Un peu plus tôt, le président français Emmanuel Macron, qui s’est entretenu au téléphone avec son homologue américain Donald Trump dimanche soir, avait « condamné avec la plus grande fermeté les attaques chimiques le 7 avril en Syrie contre la population de Douma dans la Ghouta orientale », dans un communiqué de l’Elysée.

Les deux dirigeants « ont échangé leurs informations et leurs analyses confirmant l’utilisation d’armes chimiques », précise la présidence française. Ils ont « décidé de coordonner leurs actions et leurs initiatives au sein du Conseil de Sécurité des Nations unies » qui doit se réunir lundi.

Macron et Trump vont « rester étroitement en contact »

La France a déjà averti dimanche, par la voix de son ministre des Affaires étrangères Jean-Yves Le Drian, qu’elle assumerait « toutes ses responsabilités » après cette attaque chimique présumée.

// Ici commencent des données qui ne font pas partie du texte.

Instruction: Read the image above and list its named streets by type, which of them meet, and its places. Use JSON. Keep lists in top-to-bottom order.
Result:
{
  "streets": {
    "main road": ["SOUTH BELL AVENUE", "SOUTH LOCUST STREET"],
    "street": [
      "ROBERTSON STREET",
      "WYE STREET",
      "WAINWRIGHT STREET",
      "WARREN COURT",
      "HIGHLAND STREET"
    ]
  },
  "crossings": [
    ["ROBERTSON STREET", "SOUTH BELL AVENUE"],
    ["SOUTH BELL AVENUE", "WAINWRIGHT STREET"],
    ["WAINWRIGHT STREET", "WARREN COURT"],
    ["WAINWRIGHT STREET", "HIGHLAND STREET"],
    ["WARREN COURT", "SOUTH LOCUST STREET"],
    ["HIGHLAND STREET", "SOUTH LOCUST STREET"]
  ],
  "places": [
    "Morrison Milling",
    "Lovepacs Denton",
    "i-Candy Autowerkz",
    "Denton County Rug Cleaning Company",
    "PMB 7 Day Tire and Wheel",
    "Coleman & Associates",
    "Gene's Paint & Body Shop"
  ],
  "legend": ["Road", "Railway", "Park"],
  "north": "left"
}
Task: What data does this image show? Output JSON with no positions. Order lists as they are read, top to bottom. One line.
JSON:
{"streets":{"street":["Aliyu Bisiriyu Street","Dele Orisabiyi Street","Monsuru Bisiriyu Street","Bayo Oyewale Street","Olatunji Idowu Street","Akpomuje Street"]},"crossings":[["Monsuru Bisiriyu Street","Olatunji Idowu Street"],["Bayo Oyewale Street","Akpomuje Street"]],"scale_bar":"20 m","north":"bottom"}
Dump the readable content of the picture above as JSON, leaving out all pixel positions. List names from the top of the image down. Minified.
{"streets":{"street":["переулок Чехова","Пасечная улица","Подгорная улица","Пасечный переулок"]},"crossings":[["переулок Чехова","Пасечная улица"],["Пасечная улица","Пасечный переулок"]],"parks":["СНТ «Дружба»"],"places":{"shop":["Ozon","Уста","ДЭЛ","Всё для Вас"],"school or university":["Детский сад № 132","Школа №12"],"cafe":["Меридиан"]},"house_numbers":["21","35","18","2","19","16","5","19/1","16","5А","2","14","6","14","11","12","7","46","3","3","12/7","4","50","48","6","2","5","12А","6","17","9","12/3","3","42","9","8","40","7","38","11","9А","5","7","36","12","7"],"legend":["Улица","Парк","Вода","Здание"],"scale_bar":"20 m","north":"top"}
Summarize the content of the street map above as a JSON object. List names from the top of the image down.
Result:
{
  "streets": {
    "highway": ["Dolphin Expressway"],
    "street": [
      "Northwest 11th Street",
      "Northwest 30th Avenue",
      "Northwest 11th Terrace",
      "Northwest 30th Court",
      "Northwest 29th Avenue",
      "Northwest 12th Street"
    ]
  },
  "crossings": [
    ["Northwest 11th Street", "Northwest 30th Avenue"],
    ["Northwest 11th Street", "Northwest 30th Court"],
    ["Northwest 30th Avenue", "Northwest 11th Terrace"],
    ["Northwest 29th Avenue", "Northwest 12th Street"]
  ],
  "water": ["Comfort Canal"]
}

Paris a plusieurs fois menacé de frapper des objectifs militaires syriens en cas d’usage avéré d’armes chimiques.

Si la France « a des preuves avérées que des armes chimiques proscrites sont utilisées contre les civils » par le régime, « nous frapperons », avait réaffirmé en février Emmanuel Macron. Le président français avait déclaré dès le mois de mai 2017 que l’utilisation d’armes chimiques serait pour lui une « ligne rouge » et déclencherait « une riposte immédiate de la part des Français ».

Le conseil de sécurité de l’ONU doit « condamner l’emploi répété d’armes chimiques », ajoute l’Elysée qui réclame que « toutes les responsabilités en la matière soient clairement établies ». Emmanuel Macron et Donald Trump ont convenu de « rester étroitement en contact et se reparler dans les quarante-huit prochaines heures ».